Exchanges operate websites that allow individuals and employers to shop for and purchase approved health insurance. The president and Congress envisioned all the states scurrying to establish exchanges, but only 14 states and D.C. have done so. The Obamacare statute recognized that some states might not establish exchanges, and provided that the federal government could establish exchanges in states that refused to create an exchange for its citizens.
The individual mandate of Obamacare requires that folks purchase health insurance or suffer a monetary penalty. The penalty does not apply to individuals for whom the annual cost of coverage, less any tax credits, would exceed 8 percent of projected household income.

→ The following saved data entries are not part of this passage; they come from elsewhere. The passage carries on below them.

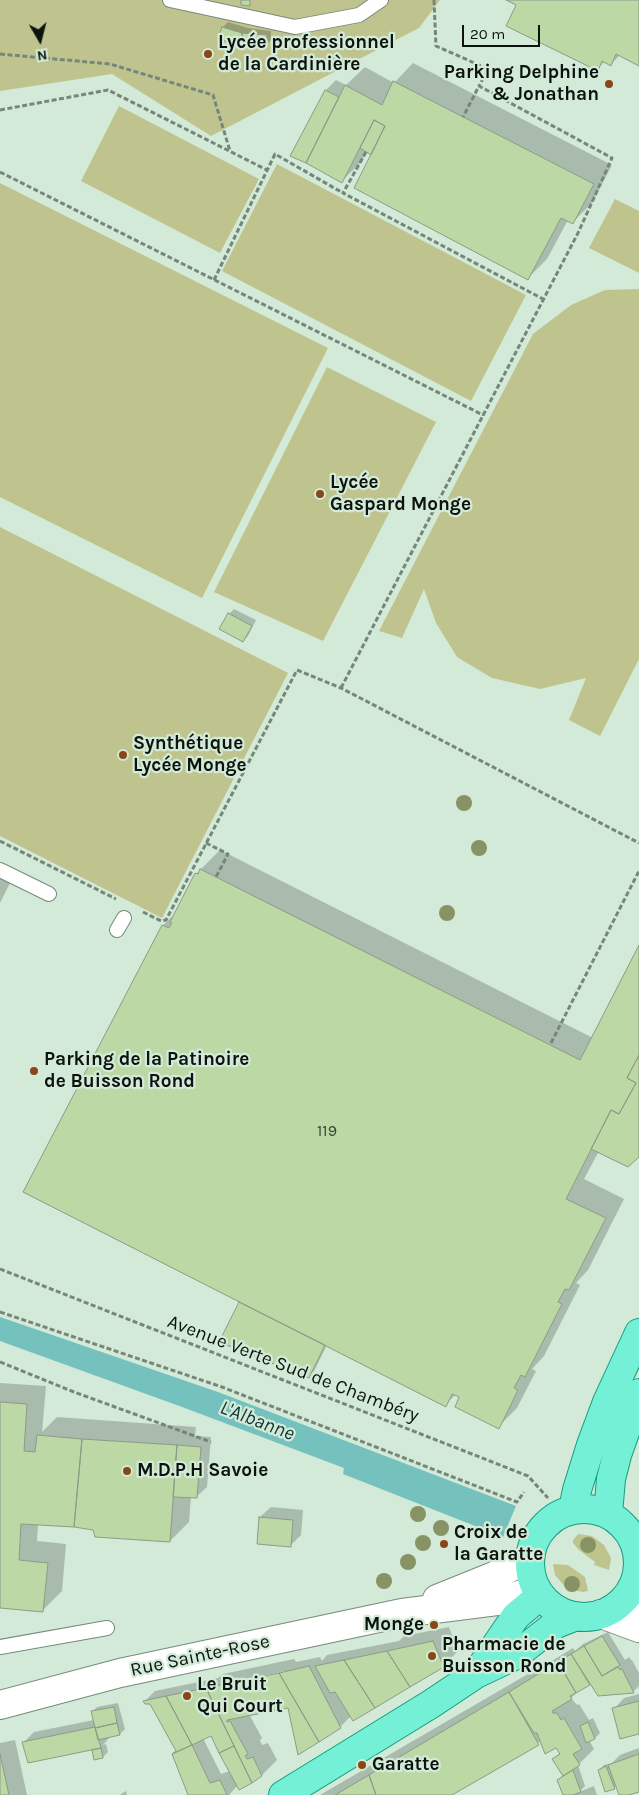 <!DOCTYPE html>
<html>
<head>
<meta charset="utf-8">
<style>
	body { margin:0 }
	#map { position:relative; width:639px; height:1795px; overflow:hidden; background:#d3ead8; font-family:Karla,sans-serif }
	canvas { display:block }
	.north { position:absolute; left:15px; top:15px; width:50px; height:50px; -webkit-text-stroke:4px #d3ead8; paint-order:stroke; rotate:172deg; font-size:14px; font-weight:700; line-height:20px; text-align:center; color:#0c130e }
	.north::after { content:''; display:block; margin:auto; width:18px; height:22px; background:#0c130e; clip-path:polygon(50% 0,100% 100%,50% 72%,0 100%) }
	.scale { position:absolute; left:462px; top:25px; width:78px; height:22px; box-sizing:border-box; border:2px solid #0c130e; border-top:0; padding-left:6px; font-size:15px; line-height:18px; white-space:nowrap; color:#0c130e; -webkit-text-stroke:4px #d3ead8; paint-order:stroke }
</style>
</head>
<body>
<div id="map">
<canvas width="639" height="1795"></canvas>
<div class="north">N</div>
<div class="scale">20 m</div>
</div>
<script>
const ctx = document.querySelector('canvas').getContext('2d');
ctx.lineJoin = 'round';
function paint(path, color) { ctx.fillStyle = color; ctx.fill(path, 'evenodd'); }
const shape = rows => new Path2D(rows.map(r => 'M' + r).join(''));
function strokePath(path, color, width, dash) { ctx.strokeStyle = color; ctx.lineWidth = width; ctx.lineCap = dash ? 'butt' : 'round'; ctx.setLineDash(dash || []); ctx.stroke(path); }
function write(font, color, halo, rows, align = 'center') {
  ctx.font = font + ' Karla,sans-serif'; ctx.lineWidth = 4.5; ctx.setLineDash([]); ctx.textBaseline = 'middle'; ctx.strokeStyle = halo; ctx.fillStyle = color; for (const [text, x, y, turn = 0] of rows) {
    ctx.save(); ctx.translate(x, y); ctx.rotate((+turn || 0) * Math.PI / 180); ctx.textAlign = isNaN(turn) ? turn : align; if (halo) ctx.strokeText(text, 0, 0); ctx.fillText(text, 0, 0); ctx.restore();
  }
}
paint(shape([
	[0,0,440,0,419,28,211,136,112,74,0,91],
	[119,106,259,179,220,253,81,181],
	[277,164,526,295,471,401,222,271],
	[0,183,328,348,202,598,0,497],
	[615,199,639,211,639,273,589,248],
	[639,289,639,659,600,736,569,720,586,678,540,689,492,678,457,657,436,623,424,589,402,638,379,631,533,334,571,305,605,290],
	[327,367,436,422,323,641,214,592],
	[0,527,288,673,162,918,0,836],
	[578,1534,592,1536,604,1545,611,1558,609,1570,594,1565,595,1562,579,1550,573,1543,573,1540],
	[553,1564,568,1565,585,1577,588,1591,583,1592,567,1589,555,1575]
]), '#bfc48e');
paint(shape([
	[0,1317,218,1392,516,1506,503,1537,343,1474,344,1468,182,1407,0,1341]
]), '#75c1be');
paint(shape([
	[509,0,639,0,639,64,620,55,611,64,605,61,597,69,518,5],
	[228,22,248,28,271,31,271,40,266,45,223,27],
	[413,63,612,165,592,203,573,222,568,220,547,259,528,278,373,154,367,151,361,162,342,181,292,155,326,90,336,80,346,85,365,67,394,83],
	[234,609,256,620,248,636,243,641,229,614],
	[220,850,593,1038,639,948,639,1155,599,1151,584,1179,624,1199,588,1270,576,1283,580,1285,544,1356,532,1369,536,1371,517,1408,498,1427,456,1394,445,1405,327,1345,314,1371,308,1376,240,1303,241,1302,25,1192,163,925,176,913,196,874],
	[0,875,11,881,0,903],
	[0,1383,46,1386,42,1432,57,1417,196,1427,195,1436,211,1437,207,1487,196,1497,191,1497,189,1522,170,1541,95,1528,38,1524,37,1541,66,1544,62,1591,43,1610,0,1607],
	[271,1507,303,1510,301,1535,291,1545,260,1517],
	[449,1627,458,1651,443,1666,351,1716,340,1727,289,1707,249,1714,262,1738,260,1740,262,1745,268,1743,277,1760,262,1775,251,1782,238,1785,229,1795,190,1795,178,1751,151,1702,145,1701,155,1691,218,1678,223,1674,294,1659,296,1662,320,1657,322,1661,327,1655,399,1641,404,1636],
	[285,1671,286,1673,226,1685,226,1683],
	[212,1734,230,1771,221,1774,203,1738],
	[608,1632,625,1660,629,1657,631,1660,632,1660,639,1673,639,1686,633,1692,591,1682,581,1689,571,1698,577,1705,579,1704,589,1720,593,1718,600,1733,595,1738,589,1740,594,1749,578,1765,585,1786,579,1792,594,1786,597,1795,575,1795,578,1792,564,1795,558,1780,563,1775,554,1759,560,1752,557,1746,541,1741,449,1795,320,1795,528,1674,529,1675,573,1648,575,1651,583,1644],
	[639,1694,639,1732,614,1709,624,1698],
	[118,1703,125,1729,120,1734,110,1737,103,1745,106,1744,108,1752,103,1757,95,1758,93,1749,24,1742,34,1732,94,1720,92,1712,97,1707],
	[15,1740,27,1795,0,1795,0,1743],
	[639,1748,639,1790,620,1795,617,1785,614,1788,599,1770,604,1765,612,1763,620,1755],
	[126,1791,127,1795,120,1795,121,1794]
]), '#0003');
const building = shape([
	[241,0,250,0,250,6,241,5,241,0],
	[506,0,639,0,639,66,616,54,611,66,602,61,598,71,506,26,516,5,506,0],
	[222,27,242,33,242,45,218,39,222,27],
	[242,33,267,35,266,47,242,45,242,33],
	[393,81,594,184,573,224,561,218,528,280,354,188,385,126,374,120,342,183,306,163,345,85,382,105,393,81],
	[325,90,339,97,306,163,290,156,325,90],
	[374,120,385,126,371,155,360,148,374,120],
	[228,613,252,626,243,642,219,629,228,613],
	[200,869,580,1060,639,945,639,1055,627,1078,636,1083,619,1114,611,1110,566,1199,606,1218,569,1290,565,1289,558,1302,562,1304,525,1377,521,1375,514,1388,518,1390,499,1429,455,1407,459,1397,452,1394,446,1407,23,1192,162,925,169,928,172,923,170,922,195,873,198,874,200,869],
	[639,1055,639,1157,628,1167,591,1149,611,1110,619,1114,636,1083,627,1078,639,1055],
	[239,1302,325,1345,309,1378,219,1342,239,1302],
	[0,1402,27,1404,24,1451,35,1452,37,1435,82,1439,74,1527,21,1524,19,1560,48,1563,43,1612,0,1608,0,1402],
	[82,1439,177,1445,170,1542,95,1537,93,1530,74,1527,82,1439],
	[177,1445,201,1447,197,1498,173,1497,177,1445],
	[259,1517,293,1520,291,1547,257,1544,259,1517],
	[602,1636,620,1665,602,1676,584,1646,602,1636],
	[433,1641,444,1667,410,1687,387,1651,433,1641],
	[584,1646,602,1676,618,1667,620,1670,622,1669,634,1693,598,1696,571,1654,584,1646],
	[387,1651,410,1687,375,1708,344,1660,387,1651],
	[571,1654,590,1685,576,1693,558,1662,571,1654],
	[344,1660,375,1708,353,1721,335,1692,330,1693,315,1666,344,1660],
	[558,1662,576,1693,570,1696,572,1699,552,1711,553,1713,557,1713,561,1720,564,1718,582,1749,573,1754,580,1765,563,1776,552,1759,560,1754,556,1748,545,1754,537,1733,534,1733,509,1692,558,1662],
	[309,1666,341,1728,319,1742,279,1673,309,1666],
	[279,1673,319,1742,298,1755,288,1708,227,1720,227,1722,230,1721,248,1754,245,1756,247,1759,253,1757,262,1776,252,1783,206,1688,279,1673],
	[206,1688,234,1746,219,1753,211,1736,192,1745,166,1696,206,1688],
	[509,1692,539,1745,452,1795,376,1795,369,1775,509,1692],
	[166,1696,192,1745,172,1754,176,1751,150,1704,145,1704,143,1701,166,1696],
	[639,1701,639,1734,620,1739,612,1708,639,1701],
	[114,1707,117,1723,95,1728,91,1711,114,1707],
	[588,1722,595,1739,586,1743,580,1726,588,1722],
	[117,1723,120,1735,98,1740,95,1728,117,1723],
	[95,1727,101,1748,28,1763,22,1742,95,1727],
	[192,1745,210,1783,220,1780,227,1795,188,1795,172,1754,192,1745],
	[234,1746,252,1783,239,1790,219,1753,234,1746],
	[101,1748,103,1758,94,1760,92,1750,101,1748],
	[0,1754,9,1795,0,1795,0,1754],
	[639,1754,639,1792,629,1795,619,1795,608,1765,639,1754],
	[606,1766,615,1789,605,1792,598,1770,606,1766],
	[573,1770,581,1792,573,1795,563,1795,557,1780,573,1770],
	[369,1775,376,1795,335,1795,369,1775]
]);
paint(building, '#bbd8a5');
strokePath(building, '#8e9a85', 1);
const lane = shape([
	[170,0,295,27,359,15,381,0],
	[0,870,49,894],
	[117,930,124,918],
	[0,1647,107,1628]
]);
const street = shape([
	[630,1593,639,1612],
	[601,1614,639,1628]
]);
const secondary = shape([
	[633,1539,639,1539],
	[634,1584,639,1582],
	[437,1599,494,1576,529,1558],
	[0,1705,120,1673,402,1613,505,1600,536,1589]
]);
const primary = shape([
	'530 1563a54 54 0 1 1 108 0a54 54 0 1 1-108 0Z',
	[573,1509,577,1490,591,1445,607,1402,639,1333],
	[608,1514,611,1479,617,1455,639,1393],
	[477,1673,516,1616,540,1596],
	[283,1795,431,1704,476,1674,516,1655,556,1624,574,1617]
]);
strokePath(lane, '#768b7b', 16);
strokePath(street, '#768b7b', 30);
strokePath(secondary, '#768b7b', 30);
strokePath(primary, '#149c7e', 30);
strokePath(shape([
	[434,0,436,46,488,69,479,86],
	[0,54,110,64,213,95,230,151],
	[0,110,108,90,267,170],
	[366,152,343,193,543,299],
	[0,172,483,415],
	[214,280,275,154,343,193],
	[341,688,578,233,612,158,479,86,463,117],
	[0,841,116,899],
	[206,843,228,854,216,877],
	[143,912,161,921,166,920,297,670,341,688,639,843],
	[551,1043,639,871],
	[0,1269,528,1476,548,1498],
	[0,1312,222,1387,517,1502,524,1492],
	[0,1362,74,1392,211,1442]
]), '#76867a', 3, [5, 2.5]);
strokePath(lane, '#fff', 14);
strokePath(street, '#fff', 28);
strokePath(secondary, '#fff', 28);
strokePath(primary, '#74f0d6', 28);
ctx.fillStyle = '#879364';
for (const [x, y] of [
	[464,803],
	[479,848],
	[447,913],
	[418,1514],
	[441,1528],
	[423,1543],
	[588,1545],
	[408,1562],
	[384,1581],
	[572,1584]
]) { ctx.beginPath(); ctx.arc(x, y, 8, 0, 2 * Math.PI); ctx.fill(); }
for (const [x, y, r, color] of [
	[208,54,5,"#894617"],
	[609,84,5,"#894617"],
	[320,494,5,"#894617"],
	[123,755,5,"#894617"],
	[34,1071,5,"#894617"],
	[127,1471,5,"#894617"],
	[444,1544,5,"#894617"],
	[434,1625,5,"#894617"],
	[432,1656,5,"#894617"],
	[187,1696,5,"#894617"],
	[362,1765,5,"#894617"]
]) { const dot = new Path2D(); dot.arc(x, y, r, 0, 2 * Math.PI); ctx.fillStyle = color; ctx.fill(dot); strokePath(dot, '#d3ead8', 2); }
write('16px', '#384434', null, [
	["119",327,1131]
]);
write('bold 19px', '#0c130e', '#d3ead8', [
	["Lycée professionnel",218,43],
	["de la Cardinière",218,65],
	["Parking Delphine",599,73,"right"],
	["& Jonathan",599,95,"right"],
	["Lycée",330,483],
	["Gaspard Monge",330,505],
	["Synthétique",133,744],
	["Lycée Monge",133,766],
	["Parking de la Patinoire",44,1060],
	["de Buisson Rond",44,1082],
	["M.D.P.H Savoie",137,1471],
	["Croix de",454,1533],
	["la Garatte",454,1555],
	["Monge",424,1625,"right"],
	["Pharmacie de",442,1645],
	["Buisson Rond",442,1667],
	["Le Bruit",197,1685],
	["Qui Court",197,1707],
	["Garatte",372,1765]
], 'left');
write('19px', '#0c130e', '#d3ead8', [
	["Avenue Verte Sud de Chambéry",293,1369,21],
	["Rue Sainte-Rose",200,1656,-12]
]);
write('italic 20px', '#103635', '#d3ead8', [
	["L'Albanne",257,1421,21]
]);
</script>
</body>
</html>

If credits are unavailable in states with federally created exchanges, the number of people subject to penalties decreases dramatically—without the substantial tax credits, they fall into the exempted category because the costs of health insurance will exceed 8 percent of household income. If the individual mandate is gutted, then Obamacare suffers a major setback.

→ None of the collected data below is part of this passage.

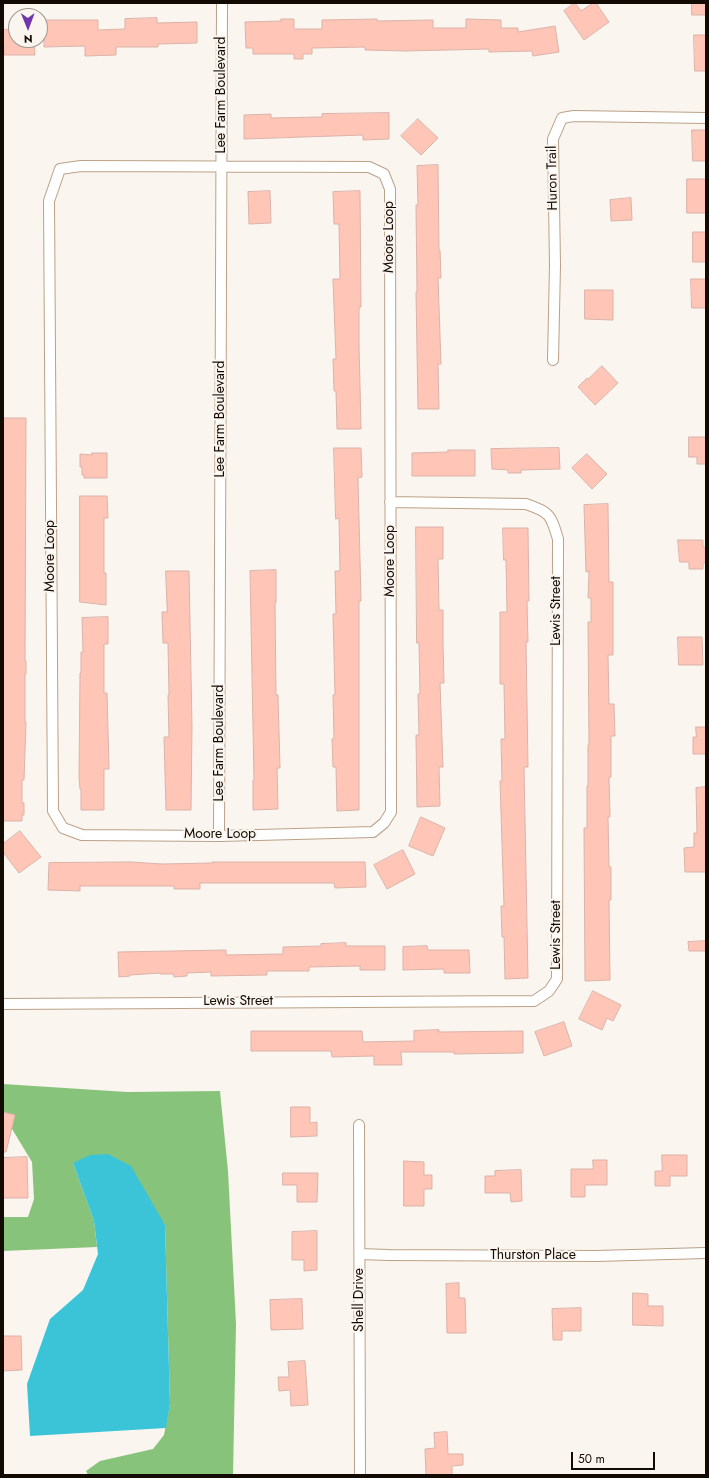 <!DOCTYPE html>
<style>
body{margin:0}
#map{position:relative;width:709px;height:1478px;overflow:hidden;background:#fbf5ef;font-family:Jost,sans-serif}
canvas{display:block}
.frame{position:absolute;inset:0;border:4px solid #130a03;pointer-events:none}
.north{position:absolute;left:8px;top:8px;width:40px;height:40px;box-sizing:border-box;background:#fbf5ef;border:1px solid #9e9791;border-radius:50%;rotate:179deg;font-size:11px;font-weight:700;line-height:16px;text-align:center;color:#130a03}
.north::after{content:'';display:block;margin:auto;width:14px;height:18px;background:#7134aa;clip-path:polygon(50% 0,100% 100%,50% 72%,0 100%)}
.scale{position:absolute;left:571px;top:1452px;width:84px;height:18px;box-sizing:border-box;border:2px solid #130a03;border-top:0;padding-left:5px;font-size:12px;line-height:14px;white-space:nowrap;color:#130a03;-webkit-text-stroke:3px #fbf5ef;paint-order:stroke}
</style>
<div id="map">
<canvas width="709" height="1478"></canvas>
<div class="frame"></div>
<div class="north">N</div>
<div class="scale">50 m</div>
</div>
<script>
const ctx = document.querySelector('canvas').getContext('2d');
ctx.lineJoin = 'round';
function paint(path, color) { ctx.fillStyle = color; ctx.fill(path, 'evenodd'); }
function strokePath(path, color, width, dash) { ctx.strokeStyle = color; ctx.lineWidth = width; ctx.lineCap = dash ? 'butt' : 'round'; ctx.setLineDash(dash || []); ctx.stroke(path); }
function drawText(font, color, halo, rows, align = 'center') {
  ctx.font = font + ' Jost,sans-serif'; ctx.lineWidth = 4; ctx.setLineDash([]); ctx.textBaseline = 'middle'; ctx.strokeStyle = halo; ctx.fillStyle = color; for (const [text, x, y, turn = 0] of rows) {
    ctx.save(); ctx.translate(x, y); ctx.rotate((+turn || 0) * Math.PI / 180); ctx.textAlign = isNaN(turn) ? turn : align; if (halo) ctx.strokeText(text, 0, 0); ctx.fillText(text, 0, 0); ctx.restore();
  }
}
const forest = new Path2D(`
 M3,1084l124,8 93,-1 8,80 8,153 -3,151h-145l-2,-4 14,-10 53,-12 11,-14 6,-31 -5,-179 -92,-62 21,58 3,26 -94,4v-34h25l6,-18 -2,-37 -29,-48z`);
const water = new Path2D(`
 M108,1154l23,12 34,59 5,179 -4,24 -136,8 -3,-52 23,-65 33,-29 15,-36 -4,-33 -21,-58 17,-8z`);
const building = new Path2D(`
 M575,3l6,8 12,-8h3l13,19 -25,18 -20,-29z
 M692,3h14v12h-14z
 M157,18v5l40,-1v21l-39,1v3h-42v8l-31,1v-10l-41,1v-27h54v10l27,-1v-10z
 M281,19h13v10h28v-9l55,-1v2l56,-1v8h33v-9l35,1v8h17v4l37,-6 4,26 -26,4 -1,-5 -43,1v-3l-84,2 -40,-1v-3l-53,1v6h-9v5h-9v-5h-41v-6h-7l-1,-26 36,-1z
 M16,29v11h18l1,15h-31l-1,-25z
 M694,35h12v36h-11z
 M389,113v26l-26,1v-5l-119,4v-24l27,-1v4l51,-1v-3z
 M418,119l20,19 -17,17 -20,-19z
 M692,130h14v31h-13z
 M438,165l1,85h1l1,28h-3l3,86h-3l1,45h-21l-2,-117h1l-1,-87h2l-1,-39z
 M687,179h19v34h-19z
 M270,191l1,32 -22,1 -1,-32z
 M360,191l1,116h-2v37l2,85h-24l-1,-38h-2l-1,-32h3l-3,-80h7l-1,-55h-5l-1,-32z
 M631,198l1,22 -21,1 -1,-21z
 M693,232h13v30h-13z
 M691,279h15v29h-14z
 M585,290h28v30l-28,-1z
 M602,366l16,17 -23,22 -17,-18 9,-9 1,1z
 M3,418h23l-1,243h1v13h-1v48h1l-2,58h-2v23h2v12h-2v6h-19z
 M689,437h17v27h-9v-7h-8z
 M334,448h27l1,29 -4,1 3,123h-2v209l-22,1 -1,-44h-3l-1,-28h2l-1,-44h2l-2,-81h3l-1,-43h5l-1,-53 -3,1z
 M559,448l1,21 -39,1v3h-13v-3l-16,-1 -1,-20z
 M448,450h27v26h-63v-23l36,-1z
 M92,453h15v25h-23v-3h-2v-8h-2v-13l12,1z
 M587,454l20,20 -15,15 -20,-21z
 M80,496h27l1,22h-4v55h2v32l-26,-3z
 M608,504l1,78h4v73h-5l1,49h5l1,32h-4v41h-2l1,40h-2l1,50h2v33h-2l1,80 -25,1 -1,-153h3v-42h1v-41h1l-1,-123h3v-24h-3l1,-27 -3,1 -2,-67z
 M416,527h27v32h-5l1,51h4v33l1,40h-4l3,84h-4l1,39 -23,1 -1,-72h3l-1,-41h2l-1,-51h-2z
 M503,528h25l1,73h-2l1,41h-2l2,125h-4l4,211 -23,1 -1,-42h-2l-1,-31h3l-4,-125h2l-1,-42h4l-1,-55h-4v-72h7l-1,-52h-2z
 M678,540h25v7h3v16h-3v6h-14v-7h-9z
 M276,570v33h-1l1,92h2l2,73h-3l1,41 -25,1v-30h1l-4,-209z
 M166,571h23l3,155 -1,84h-25l-2,-73h5l-1,-42h1l-1,-52h-5l-1,-31h5z
 M108,617v27h-4v49h3l2,76h-5v41h-23v-21h-1l-1,-11 1,-105 1,-1v-20h2l-1,-34z
 M678,637h24l1,28h-24z
 M696,727h10v27h-13v-17h3z
 M706,787v85h-21l-1,-24 10,-1v-14h3l-1,-45z
 M421,817l24,11 -12,28 -24,-10z
 M20,831l21,26 -22,16 -16,-21v-8z
 M403,850l12,24 -28,15 -13,-24z
 M131,862l31,2 50,-1v-1h153l1,25 -31,1 -1,-5h-134v6h-26v-3h-94v5l-32,-1 1,-27z
 M706,941v10h-17l-1,-9z
 M346,943v3h39v24h-25v-4l-51,1v4h-42v4l-56,1v-4l-24,1v3l-13,1 -1,-3h-13v-1l-30,2v1l-11,1 -1,-25 108,-2v5l57,-1v-7l38,-1v-2z
 M427,946l1,4h41l1,23h-26v-4l-41,1v-23z
 M593,991l28,14 -8,16 -6,-3 -5,12 -23,-11z
 M564,1022l8,24 -28,10 -9,-24z
 M439,1030v2l84,-1v22l-69,1v-2h-53l1,13h-28v-9l-42,1 -1,-6h-80v-20h111l1,11 51,-1v-10z
 M291,1107h19v16l7,-1v14l-26,1z
 M3,1112l12,3 -9,37h-3z
 M662,1155h25v21h-17v10h-15v-15h7z
 M27,1157l1,41h-25v-40z
 M593,1160h14v25h-22v12h-14v-28h22z
 M404,1161l20,1v13h8v14h-8v17h-20z
 M521,1170l1,31 -11,1 -1,-9h-25v-17h10v-5z
 M283,1173h35l-1,29h-20v-17h-14z
 M317,1231v39l-13,1v-11h-12v-28z
 M459,1283v15h6l1,35h-19l-1,-49z
 M633,1293l15,1v12h15v20l-30,-1z
 M302,1299l1,30 -32,1 -1,-30z
 M581,1308v23h-19v9h-9l-1,-31z
 M3,1336h18l1,34 -19,1z
 M305,1361l3,44 -17,1 -1,-16 -11,1 -1,-14h11l-1,-15z
 M447,1432l1,22h15v11l-11,1v9h-26l-1,-26 10,-1 -1,-15z`);
const street = new Path2D(`
 M81,166l288,1 15,7 6,15 1,623 -7,11 -11,9 -154,4 -137,-1 -19,-7 -10,-17 -4,-610 11,-32z
 M553,360l2,-95 -2,-126 9,-21 12,-2 132,2
 M219,836l3,-833
 M3,1004l531,-3 15,-10 8,-12 1,-440c-7,-24 -8,-27 -32,-35l-136,-2
 M359,1125l1,350
 M360,1254l28,1 208,1 110,-3`);
const streetNames = [
 ["Lee Farm Boulevard",222,95,-90],
 ["Huron Trail",553,178,-91],
 ["Moore Loop",390,237,-90],
 ["Lee Farm Boulevard",221,419,-90],
 ["Moore Loop",51,556,-90],
 ["Moore Loop",391,561,-90],
 ["Lewis Street",557,611,-90],
 ["Lee Farm Boulevard",220,743,-90],
 ["Moore Loop",220,835],
 ["Lewis Street",557,935,-90],
 ["Lewis Street",238,1002],
 ["Thurston Place",533,1256],
 ["Shell Drive",360,1300,-90]
];
paint(forest, '#88c37c');
paint(water, '#3bc4d8');
paint(building, '#ffc5b6');
strokePath(building, '#dab3aa', 1);
strokePath(street, '#bba187', 12);
strokePath(street, '#fff', 10);
drawText('14px', '#130a03', '#fbf5ef', streetNames);
</script>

The statutory language provides that the tax credits are available only when purchasing a “qualified health plan” purchased through “an Exchange established by the State under [section] 1311″ of the statute. There is no mention in the statute of tax credits applying to insurance purchased through federally established exchanges. Accordingly, the plain language dictates that tax credits do not apply in the federally established exchanges and thus millions of Americans will be exempt from the penalties of the individual mandate.
Unlike the D.C. Circuit, the Fourth Circuit avoided the clear language of the statute and held that the statute is “ambiguous” and thus allows for flexible agency interpretations about the applicability of the tax credits.
Chief Justice John Roberts worked hard to save Obamacare in the first go-round. It will be interesting to see if he chooses to yet again save Congress and the president via judicial legerdemain.